Kiev aggiorna il piano di pace e lo invia a Washington: cosa c’è davvero sul tavolo

Una bozza riscritta, limata in Europa e spedita agli Stati Uniti. Dentro, sicurezza e ricostruzione; fuori, le «clausole impossibili». Ma Mosca resta un’incognita.

Alfredo Zermo

10 Dicembre 2025, 23:31

Kiev aggiorna il piano di pace e lo invia a Washington: cosa c’è davvero sul tavolo

All’ora di cena, in una Kiev scossa dai blackout e dai droni, una cartellina digitale parte verso Washington: è la bozza aggiornata del piano ucraino per mettere fine alla guerra. A invio avvenuto, non ci sono fanfare: solo la conferma, asciutta, di due funzionari ucraini all’agenzia AFP e il silenzio sui contenuti. Ma dietro quel file ci sono settimane di riscritture, una trattativa che ha cambiato forma dalla versione in 28 punti circolata negli scorsi giorni a una cornice da 20 punti, e un pressing diplomatico che intreccia Londra, Parigi, Berlino e la Casa Bianca. Lo scenario è questo: Kiev prova a incollare la parola “pace” a tre concetti chiave — garanzie di sicurezza, ricostruzione, sovranità — e punta l’ago della bussola verso Washington, dove si decide la traiettoria dei prossimi mesi.

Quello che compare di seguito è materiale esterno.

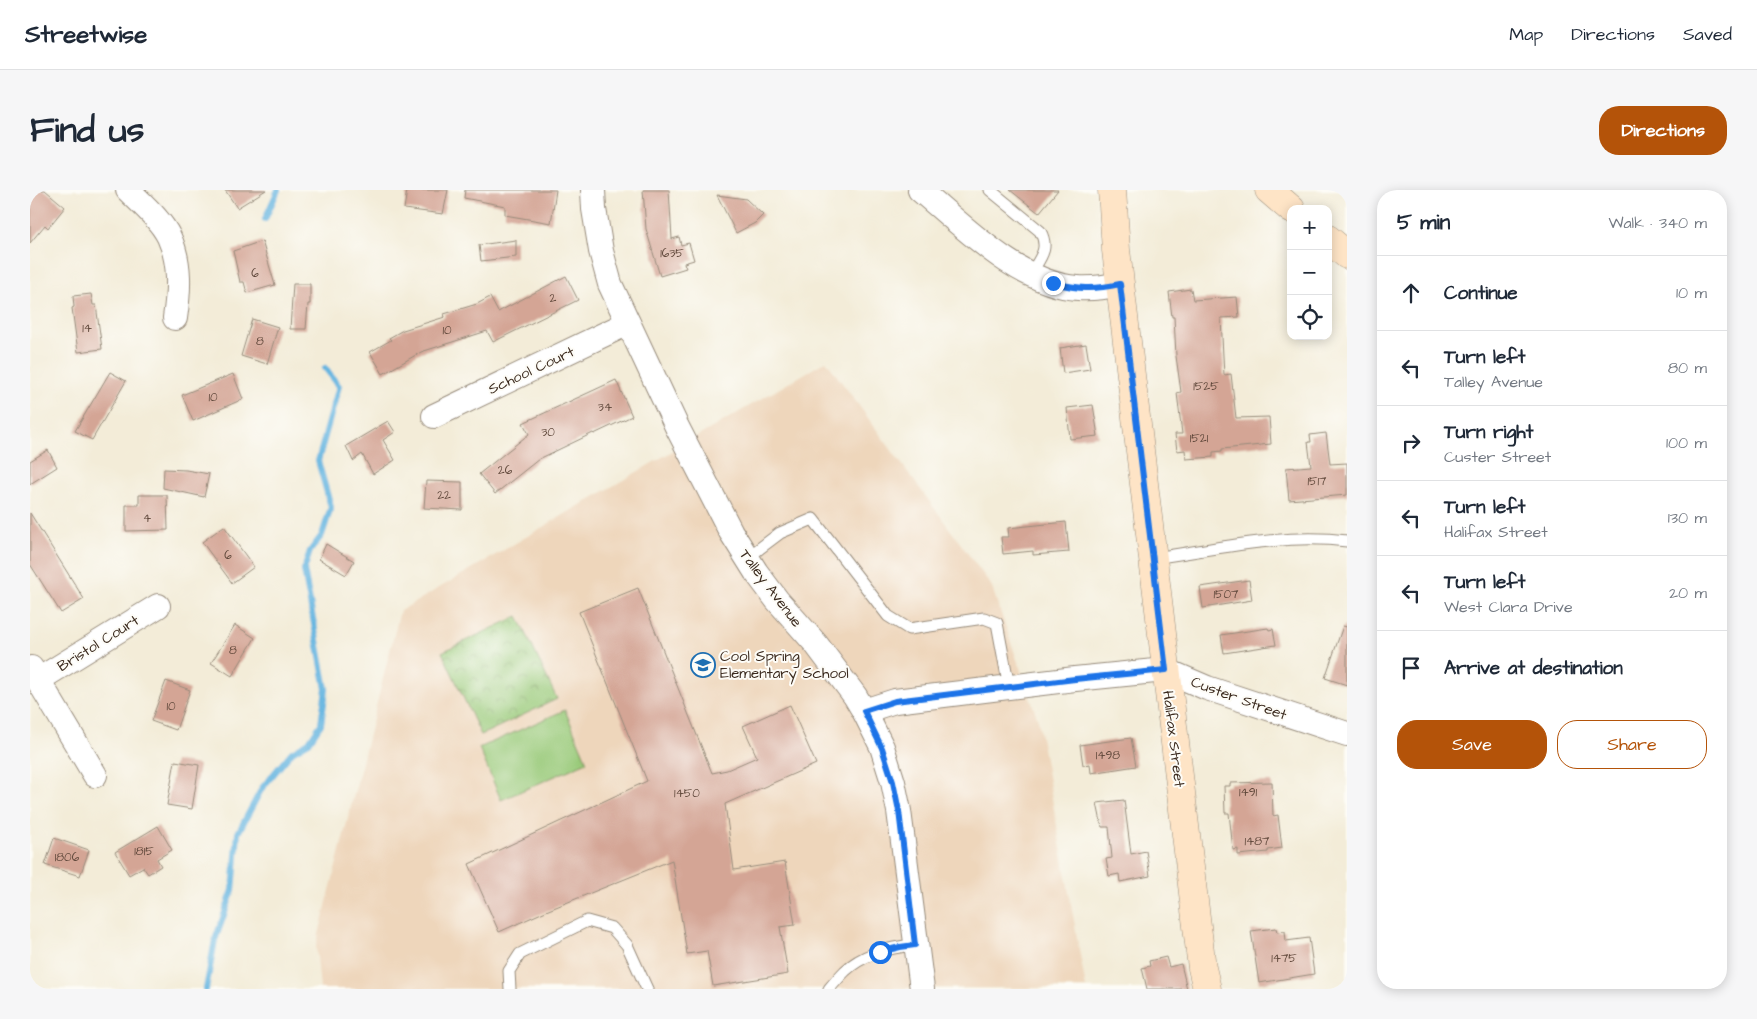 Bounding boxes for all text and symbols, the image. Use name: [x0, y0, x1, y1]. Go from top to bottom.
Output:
text: Streetwise: [25, 18, 147, 52]
text: Map: [1509, 22, 1543, 47]
text: Directions: [1571, 22, 1655, 47]
text: Saved: [1683, 22, 1732, 47]
text: Find us: [30, 106, 144, 155]
button: Directions: [1599, 106, 1727, 155]
map controls: [1287, 205, 1332, 340]
button: +: [1287, 205, 1332, 250]
text: 5 min: [1397, 208, 1450, 237]
text: Walk · 340 m: [1608, 212, 1707, 234]
house number: 1635: [660, 245, 684, 262]
button: −: [1287, 250, 1332, 295]
house number: 6: [251, 265, 259, 282]
route end: [1042, 272, 1065, 295]
icon: ahead: [1397, 279, 1425, 307]
text: Continue: [1444, 280, 1518, 307]
text: 10 m: [1676, 282, 1707, 304]
house number: 2: [550, 290, 557, 307]
button: locate: [1287, 295, 1332, 340]
house number: 14: [82, 320, 92, 337]
house number: 10: [442, 322, 452, 339]
house number: 8: [256, 333, 264, 350]
street label: School Court: [485, 341, 578, 400]
text: Turn left: [1444, 344, 1525, 371]
icon: left: [1397, 354, 1425, 382]
text: 80 m: [1668, 357, 1707, 379]
text: Talley Avenue: [1444, 371, 1543, 393]
house number: 1525: [1193, 378, 1219, 395]
house number: 10: [208, 389, 218, 406]
house number: 34: [598, 399, 612, 416]
text: Turn right: [1444, 419, 1533, 446]
house number: 30: [541, 424, 555, 441]
icon: right: [1397, 429, 1425, 457]
house number: 1521: [1190, 430, 1209, 447]
text: 100 m: [1666, 432, 1707, 454]
text: Custer Street: [1444, 446, 1551, 468]
house number: 26: [498, 462, 513, 479]
house number: 1517: [1308, 473, 1327, 490]
house number: 22: [437, 487, 451, 504]
text: Turn left: [1444, 494, 1525, 521]
icon: left: [1397, 504, 1425, 532]
text: 130 m: [1668, 507, 1707, 529]
house number: 4: [143, 510, 151, 527]
text: Halifax Street: [1444, 521, 1548, 543]
street label: Talley Avenue: [733, 545, 807, 632]
house number: 6: [224, 547, 232, 564]
text: Turn left: [1444, 569, 1525, 596]
icon: left: [1397, 579, 1425, 607]
text: 20 m: [1669, 582, 1707, 604]
house number: 1507: [1214, 586, 1239, 603]
text: West Clara Drive: [1444, 596, 1573, 618]
street label: Bristol Court: [53, 610, 143, 677]
house number: 8: [229, 642, 237, 659]
place label: Cool Spring Elementary School: [720, 646, 849, 685]
school or university icon: Cool Spring Elementary School: [690, 652, 716, 678]
icon: arrive: [1397, 654, 1425, 682]
text: Arrive at destination: [1444, 655, 1623, 682]
street label: Custer Street: [1188, 671, 1290, 726]
street label: Halifax Street: [1157, 690, 1190, 789]
house number: 10: [166, 698, 176, 715]
button: Save: [1397, 720, 1547, 769]
button: Share: [1557, 720, 1707, 769]
house number: 1498: [1096, 747, 1120, 764]
house number: 1491: [1239, 784, 1257, 801]
house number: 1450: [674, 785, 700, 802]
house number: 1487: [1245, 833, 1270, 850]
house number: 1815: [134, 843, 154, 860]
house number: 1806: [55, 849, 80, 866]
route start: [869, 941, 892, 964]
house number: 1475: [1271, 950, 1297, 967] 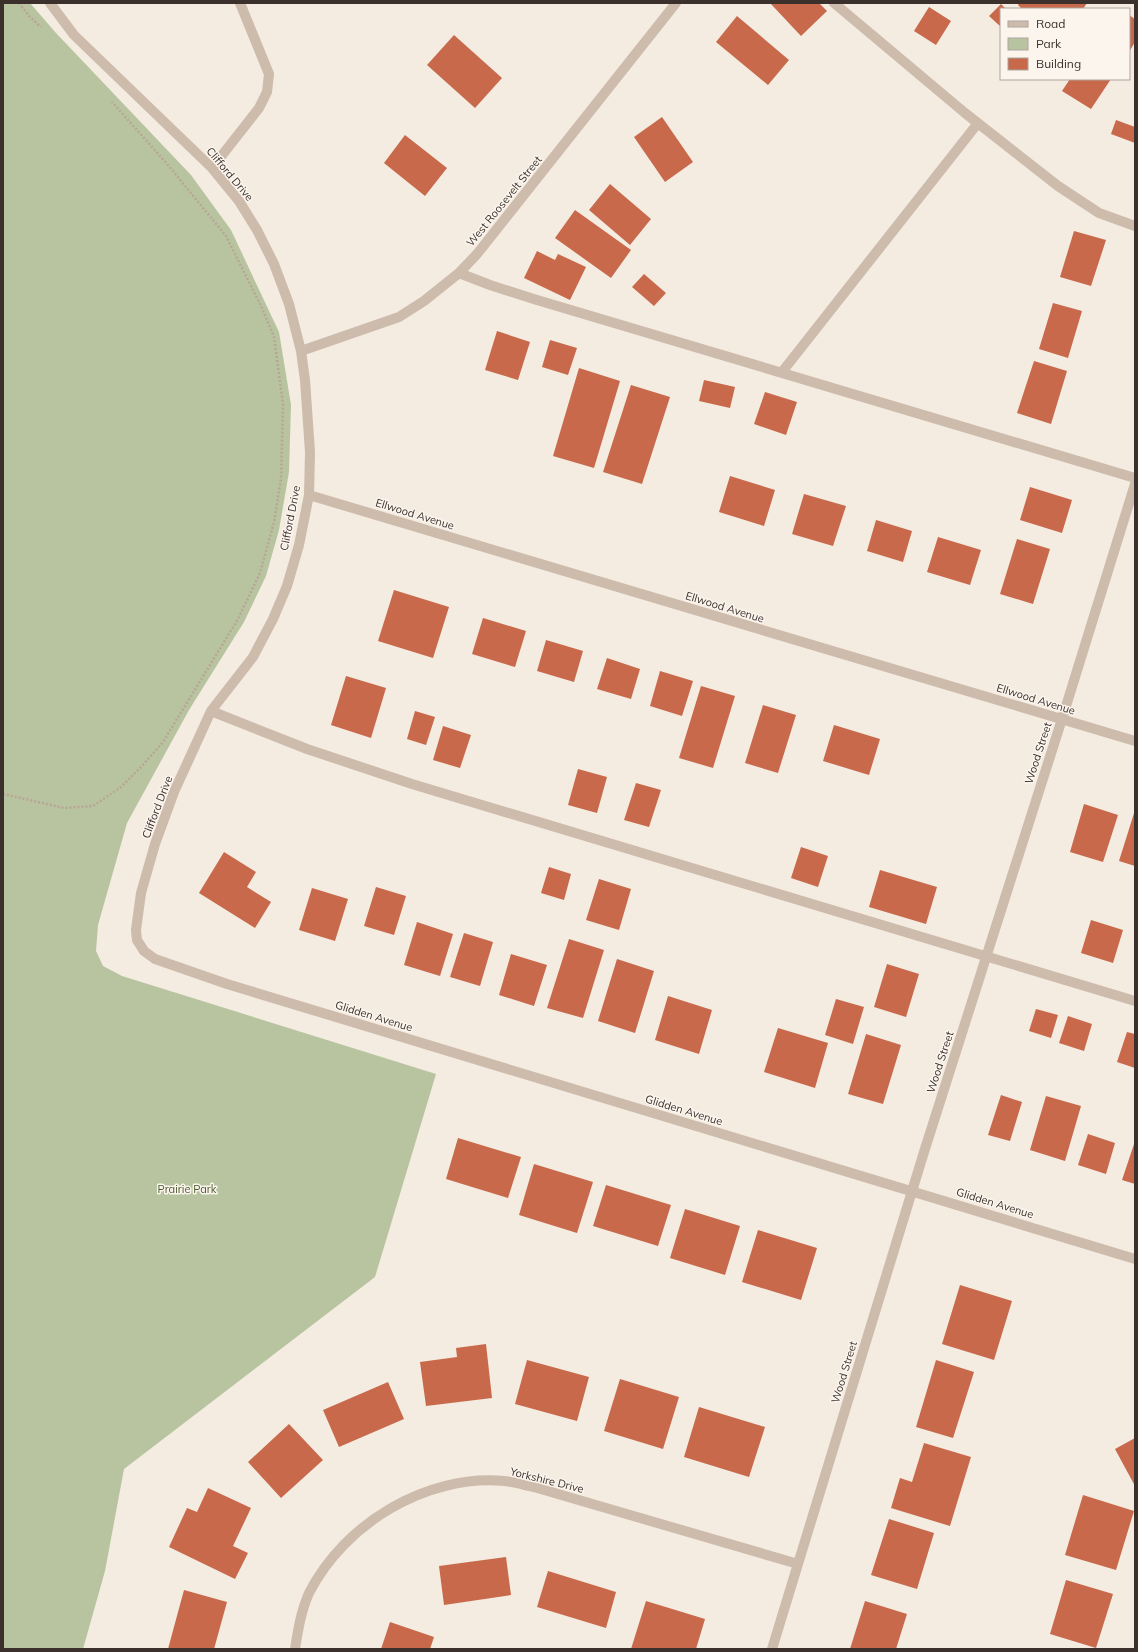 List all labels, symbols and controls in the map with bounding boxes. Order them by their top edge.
legend [1000,8,1130,80]
text: Road [1036,16,1065,31]
text: Park [1036,36,1062,51]
text: Building [1036,56,1081,71]
street label: Clifford Drive [203,144,257,204]
street label: West Roosevelt Street [463,153,545,249]
street label: Clifford Drive [277,484,303,552]
street label: Ellwood Avenue [374,495,456,533]
street label: Ellwood Avenue [684,588,766,626]
street label: Ellwood Avenue [995,680,1077,718]
street label: Wood Street [1021,720,1055,786]
street label: Clifford Drive [139,774,175,840]
street label: Glidden Avenue [334,998,414,1034]
street label: Wood Street [923,1029,957,1095]
street label: Glidden Avenue [644,1092,724,1128]
park label: Prairie Park [158,1182,217,1196]
street label: Glidden Avenue [955,1185,1035,1221]
street label: Wood Street [828,1339,860,1405]
street label: Yorkshire Drive [508,1464,585,1496]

Ma gli Usa «non vogliono perdere il loro tempo» sull'Ucraina: «Zelensky deve essere realista», torna a mettere in chiaro Donald Trump che fa sapere di aver discusso «in termini piuttosto forti» nella telefonata con Emmanuel Macron, Keir Starmer e Friedrich Merz. «Gli europei vogliono un incontro con noi e Zelensky nel fine settimana in Europa», fa sapere il presidente Usa.

Cosa sappiamo per certo

Pochi fatti, ma solidi. Primo: l’Ucraina ha trasmesso agli Stati Uniti una bozza aggiornata del suo piano per fermare la guerra con la Russia. A riferirlo sono due funzionari ucraini informati del dossier, che hanno parlato con AFP; la notizia è stata diffusa in Italia dall’ANSA nella tarda serata di oggi. Nessun dettaglio ufficiale sul contenuto, se non la conferma che il documento è partito. Secondo: il testo “aggiornato” nasce dopo un intenso giro di consultazioni in Europa e mira a sostituire o correggere un schema preliminare statunitense giudicato in varie capitali troppo indulgente verso Mosca. Lo ha detto esplicitamente il presidente Volodymyr Zelensky: dai 28 punti iniziali si è passati a circa 20, e “alcuni punti manifestamente anti‑ucraini” sono stati rimossi. La riscrittura è avvenuta anche con il contributo dei leader di Regno Unito, Francia e Germania. Terzo: al pacchetto politico-diplomatico si affianca un percorso economico. Nelle stesse ore, Zelensky ha fatto sapere di aver concordato con alti esponenti statunitensi le “fondamenta” di un piano di ricostruzione, con un principio guida: niente crescita senza sicurezza reale. Tra gli interlocutori americani figurano il segretario al Tesoro Scott Bessent, Jared Kushner e l’AD di BlackRock, Larry Fink.

Perché ora

La tempistica non è casuale. Quattro elementi hanno accelerato la dinamica: il pressing della Casa Bianca per chiudere un accordo in tempi rapidi, anche a costo di forzare dossier sensibili; una cornice europea più coesa di quanto apparisse due settimane fa, dopo il vertice lampo a Downing Streetla convocazione di una call della cosiddetta “coalizione dei volenterosi” — una trentina di Paesi pro‑Kiev — per allineare posizioni su cessate il fuoco, garanzie e aiutil’urgenza di ancorare la ricostruzione a un quadro di sicurezza credibile e finanziabile, evitando che la guerra “sospesa” si trasformi in un conflitto congelato destinato a riesplodere.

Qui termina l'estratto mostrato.